■ TASK OBJECTIVE ■
A word-for-word copy of the listing is needed. Retype it in full.

■ RECORD EXCERPTS ■
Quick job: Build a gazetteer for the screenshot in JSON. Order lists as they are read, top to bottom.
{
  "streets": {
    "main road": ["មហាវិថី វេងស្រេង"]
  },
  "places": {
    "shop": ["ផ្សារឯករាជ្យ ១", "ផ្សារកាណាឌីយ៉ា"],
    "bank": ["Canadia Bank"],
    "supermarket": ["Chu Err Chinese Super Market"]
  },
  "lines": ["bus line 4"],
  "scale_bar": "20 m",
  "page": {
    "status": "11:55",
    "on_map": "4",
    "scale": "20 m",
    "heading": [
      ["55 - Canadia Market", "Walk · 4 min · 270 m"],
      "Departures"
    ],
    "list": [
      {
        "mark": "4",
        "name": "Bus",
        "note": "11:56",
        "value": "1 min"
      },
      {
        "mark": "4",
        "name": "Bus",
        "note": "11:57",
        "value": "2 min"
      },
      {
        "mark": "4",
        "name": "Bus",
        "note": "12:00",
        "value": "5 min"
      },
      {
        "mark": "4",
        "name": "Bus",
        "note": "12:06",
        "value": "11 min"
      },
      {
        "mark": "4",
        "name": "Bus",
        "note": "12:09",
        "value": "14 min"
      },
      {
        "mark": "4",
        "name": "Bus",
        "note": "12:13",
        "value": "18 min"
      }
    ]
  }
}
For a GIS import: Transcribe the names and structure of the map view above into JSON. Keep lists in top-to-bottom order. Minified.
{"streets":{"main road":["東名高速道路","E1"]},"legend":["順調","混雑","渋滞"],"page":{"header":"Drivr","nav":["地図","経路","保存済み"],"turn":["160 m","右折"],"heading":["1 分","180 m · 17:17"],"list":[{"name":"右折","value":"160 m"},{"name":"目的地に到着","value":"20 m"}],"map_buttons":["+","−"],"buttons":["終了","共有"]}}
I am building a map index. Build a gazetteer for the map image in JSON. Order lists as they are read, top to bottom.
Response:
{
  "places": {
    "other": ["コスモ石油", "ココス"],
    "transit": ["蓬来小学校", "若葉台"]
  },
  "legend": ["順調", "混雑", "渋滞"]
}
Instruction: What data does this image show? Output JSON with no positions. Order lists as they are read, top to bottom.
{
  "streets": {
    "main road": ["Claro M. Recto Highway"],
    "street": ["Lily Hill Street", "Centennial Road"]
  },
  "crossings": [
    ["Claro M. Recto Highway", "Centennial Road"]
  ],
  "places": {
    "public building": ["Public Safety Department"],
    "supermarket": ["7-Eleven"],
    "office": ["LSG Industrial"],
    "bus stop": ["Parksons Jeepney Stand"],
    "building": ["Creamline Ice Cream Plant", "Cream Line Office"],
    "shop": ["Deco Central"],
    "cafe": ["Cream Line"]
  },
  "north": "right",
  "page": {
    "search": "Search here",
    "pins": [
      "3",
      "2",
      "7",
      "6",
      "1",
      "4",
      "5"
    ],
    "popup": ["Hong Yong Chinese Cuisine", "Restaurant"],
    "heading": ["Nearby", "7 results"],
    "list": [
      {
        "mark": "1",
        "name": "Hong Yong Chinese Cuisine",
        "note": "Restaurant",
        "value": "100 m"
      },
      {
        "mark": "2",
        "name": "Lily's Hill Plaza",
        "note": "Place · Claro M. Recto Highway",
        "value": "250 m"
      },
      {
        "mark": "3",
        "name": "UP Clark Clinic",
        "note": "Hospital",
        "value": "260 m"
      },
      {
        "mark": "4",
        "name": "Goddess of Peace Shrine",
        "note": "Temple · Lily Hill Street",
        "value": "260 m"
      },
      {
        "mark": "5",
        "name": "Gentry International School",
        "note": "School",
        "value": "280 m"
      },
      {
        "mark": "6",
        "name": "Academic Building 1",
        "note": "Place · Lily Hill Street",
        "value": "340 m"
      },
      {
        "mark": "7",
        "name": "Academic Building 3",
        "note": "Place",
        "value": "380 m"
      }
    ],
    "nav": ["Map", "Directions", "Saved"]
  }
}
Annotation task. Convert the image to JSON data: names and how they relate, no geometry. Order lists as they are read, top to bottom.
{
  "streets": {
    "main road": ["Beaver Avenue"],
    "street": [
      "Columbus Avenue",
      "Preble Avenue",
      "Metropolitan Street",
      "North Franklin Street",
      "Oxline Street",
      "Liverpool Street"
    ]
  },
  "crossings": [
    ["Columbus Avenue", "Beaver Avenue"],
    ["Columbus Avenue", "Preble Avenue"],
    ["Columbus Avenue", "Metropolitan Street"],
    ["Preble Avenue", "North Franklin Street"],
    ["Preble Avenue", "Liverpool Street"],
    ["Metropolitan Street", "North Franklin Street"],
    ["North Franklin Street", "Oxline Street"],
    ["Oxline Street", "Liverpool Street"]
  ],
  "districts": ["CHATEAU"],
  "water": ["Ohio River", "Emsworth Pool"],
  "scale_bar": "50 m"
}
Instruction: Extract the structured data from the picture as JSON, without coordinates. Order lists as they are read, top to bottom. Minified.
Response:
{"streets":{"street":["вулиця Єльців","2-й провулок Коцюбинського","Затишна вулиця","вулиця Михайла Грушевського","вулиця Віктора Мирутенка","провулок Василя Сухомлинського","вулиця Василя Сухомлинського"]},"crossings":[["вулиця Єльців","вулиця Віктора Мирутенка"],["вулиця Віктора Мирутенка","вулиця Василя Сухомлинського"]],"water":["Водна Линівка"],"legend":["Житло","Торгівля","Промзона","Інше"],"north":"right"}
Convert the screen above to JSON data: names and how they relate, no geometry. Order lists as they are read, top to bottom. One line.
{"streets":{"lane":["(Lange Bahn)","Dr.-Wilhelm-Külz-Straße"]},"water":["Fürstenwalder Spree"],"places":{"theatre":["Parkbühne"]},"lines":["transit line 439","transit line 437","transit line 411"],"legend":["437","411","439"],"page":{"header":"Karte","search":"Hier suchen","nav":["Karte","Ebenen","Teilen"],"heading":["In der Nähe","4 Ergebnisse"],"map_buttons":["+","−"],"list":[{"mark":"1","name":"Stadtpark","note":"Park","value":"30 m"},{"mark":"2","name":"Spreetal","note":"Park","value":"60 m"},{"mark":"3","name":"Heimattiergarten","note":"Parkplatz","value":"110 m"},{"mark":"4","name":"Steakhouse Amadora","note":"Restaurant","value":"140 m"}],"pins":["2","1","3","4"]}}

■ SOLUTION TO THIS EXERCISE ■
Quick job: Build a gazetteer for the screenshot in JSON. Order lists as they are read, top to bottom.
{
  "streets": {
    "main road": ["មហាវិថី វេងស្រេង"]
  },
  "places": {
    "shop": ["ផ្សារឯករាជ្យ ១", "ផ្សារកាណាឌីយ៉ា"],
    "bank": ["Canadia Bank"],
    "supermarket": ["Chu Err Chinese Super Market"]
  },
  "lines": ["bus line 4"],
  "scale_bar": "20 m",
  "page": {
    "status": "11:55",
    "on_map": "4",
    "scale": "20 m",
    "heading": [
      ["55 - Canadia Market", "Walk · 4 min · 270 m"],
      "Departures"
    ],
    "list": [
      {
        "mark": "4",
        "name": "Bus",
        "note": "11:56",
        "value": "1 min"
      },
      {
        "mark": "4",
        "name": "Bus",
        "note": "11:57",
        "value": "2 min"
      },
      {
        "mark": "4",
        "name": "Bus",
        "note": "12:00",
        "value": "5 min"
      },
      {
        "mark": "4",
        "name": "Bus",
        "note": "12:06",
        "value": "11 min"
      },
      {
        "mark": "4",
        "name": "Bus",
        "note": "12:09",
        "value": "14 min"
      },
      {
        "mark": "4",
        "name": "Bus",
        "note": "12:13",
        "value": "18 min"
      }
    ]
  }
}
For a GIS import: Transcribe the names and structure of the map view above into JSON. Keep lists in top-to-bottom order. Minified.
{"streets":{"main road":["東名高速道路","E1"]},"legend":["順調","混雑","渋滞"],"page":{"header":"Drivr","nav":["地図","経路","保存済み"],"turn":["160 m","右折"],"heading":["1 分","180 m · 17:17"],"list":[{"name":"右折","value":"160 m"},{"name":"目的地に到着","value":"20 m"}],"map_buttons":["+","−"],"buttons":["終了","共有"]}}
I am building a map index. Build a gazetteer for the map image in JSON. Order lists as they are read, top to bottom.
Response:
{
  "places": {
    "other": ["コスモ石油", "ココス"],
    "transit": ["蓬来小学校", "若葉台"]
  },
  "legend": ["順調", "混雑", "渋滞"]
}
Instruction: What data does this image show? Output JSON with no positions. Order lists as they are read, top to bottom.
{
  "streets": {
    "main road": ["Claro M. Recto Highway"],
    "street": ["Lily Hill Street", "Centennial Road"]
  },
  "crossings": [
    ["Claro M. Recto Highway", "Centennial Road"]
  ],
  "places": {
    "public building": ["Public Safety Department"],
    "supermarket": ["7-Eleven"],
    "office": ["LSG Industrial"],
    "bus stop": ["Parksons Jeepney Stand"],
    "building": ["Creamline Ice Cream Plant", "Cream Line Office"],
    "shop": ["Deco Central"],
    "cafe": ["Cream Line"]
  },
  "north": "right",
  "page": {
    "search": "Search here",
    "pins": [
      "3",
      "2",
      "7",
      "6",
      "1",
      "4",
      "5"
    ],
    "popup": ["Hong Yong Chinese Cuisine", "Restaurant"],
    "heading": ["Nearby", "7 results"],
    "list": [
      {
        "mark": "1",
        "name": "Hong Yong Chinese Cuisine",
        "note": "Restaurant",
        "value": "100 m"
      },
      {
        "mark": "2",
        "name": "Lily's Hill Plaza",
        "note": "Place · Claro M. Recto Highway",
        "value": "250 m"
      },
      {
        "mark": "3",
        "name": "UP Clark Clinic",
        "note": "Hospital",
        "value": "260 m"
      },
      {
        "mark": "4",
        "name": "Goddess of Peace Shrine",
        "note": "Temple · Lily Hill Street",
        "value": "260 m"
      },
      {
        "mark": "5",
        "name": "Gentry International School",
        "note": "School",
        "value": "280 m"
      },
      {
        "mark": "6",
        "name": "Academic Building 1",
        "note": "Place · Lily Hill Street",
        "value": "340 m"
      },
      {
        "mark": "7",
        "name": "Academic Building 3",
        "note": "Place",
        "value": "380 m"
      }
    ],
    "nav": ["Map", "Directions", "Saved"]
  }
}
Annotation task. Convert the image to JSON data: names and how they relate, no geometry. Order lists as they are read, top to bottom.
{
  "streets": {
    "main road": ["Beaver Avenue"],
    "street": [
      "Columbus Avenue",
      "Preble Avenue",
      "Metropolitan Street",
      "North Franklin Street",
      "Oxline Street",
      "Liverpool Street"
    ]
  },
  "crossings": [
    ["Columbus Avenue", "Beaver Avenue"],
    ["Columbus Avenue", "Preble Avenue"],
    ["Columbus Avenue", "Metropolitan Street"],
    ["Preble Avenue", "North Franklin Street"],
    ["Preble Avenue", "Liverpool Street"],
    ["Metropolitan Street", "North Franklin Street"],
    ["North Franklin Street", "Oxline Street"],
    ["Oxline Street", "Liverpool Street"]
  ],
  "districts": ["CHATEAU"],
  "water": ["Ohio River", "Emsworth Pool"],
  "scale_bar": "50 m"
}
Instruction: Extract the structured data from the picture as JSON, without coordinates. Order lists as they are read, top to bottom. Minified.
Response:
{"streets":{"street":["вулиця Єльців","2-й провулок Коцюбинського","Затишна вулиця","вулиця Михайла Грушевського","вулиця Віктора Мирутенка","провулок Василя Сухомлинського","вулиця Василя Сухомлинського"]},"crossings":[["вулиця Єльців","вулиця Віктора Мирутенка"],["вулиця Віктора Мирутенка","вулиця Василя Сухомлинського"]],"water":["Водна Линівка"],"legend":["Житло","Торгівля","Промзона","Інше"],"north":"right"}
Convert the screen above to JSON data: names and how they relate, no geometry. Order lists as they are read, top to bottom. One line.
{"streets":{"lane":["(Lange Bahn)","Dr.-Wilhelm-Külz-Straße"]},"water":["Fürstenwalder Spree"],"places":{"theatre":["Parkbühne"]},"lines":["transit line 439","transit line 437","transit line 411"],"legend":["437","411","439"],"page":{"header":"Karte","search":"Hier suchen","nav":["Karte","Ebenen","Teilen"],"heading":["In der Nähe","4 Ergebnisse"],"map_buttons":["+","−"],"list":[{"mark":"1","name":"Stadtpark","note":"Park","value":"30 m"},{"mark":"2","name":"Spreetal","note":"Park","value":"60 m"},{"mark":"3","name":"Heimattiergarten","note":"Parkplatz","value":"110 m"},{"mark":"4","name":"Steakhouse Amadora","note":"Restaurant","value":"140 m"}],"pins":["2","1","3","4"]}}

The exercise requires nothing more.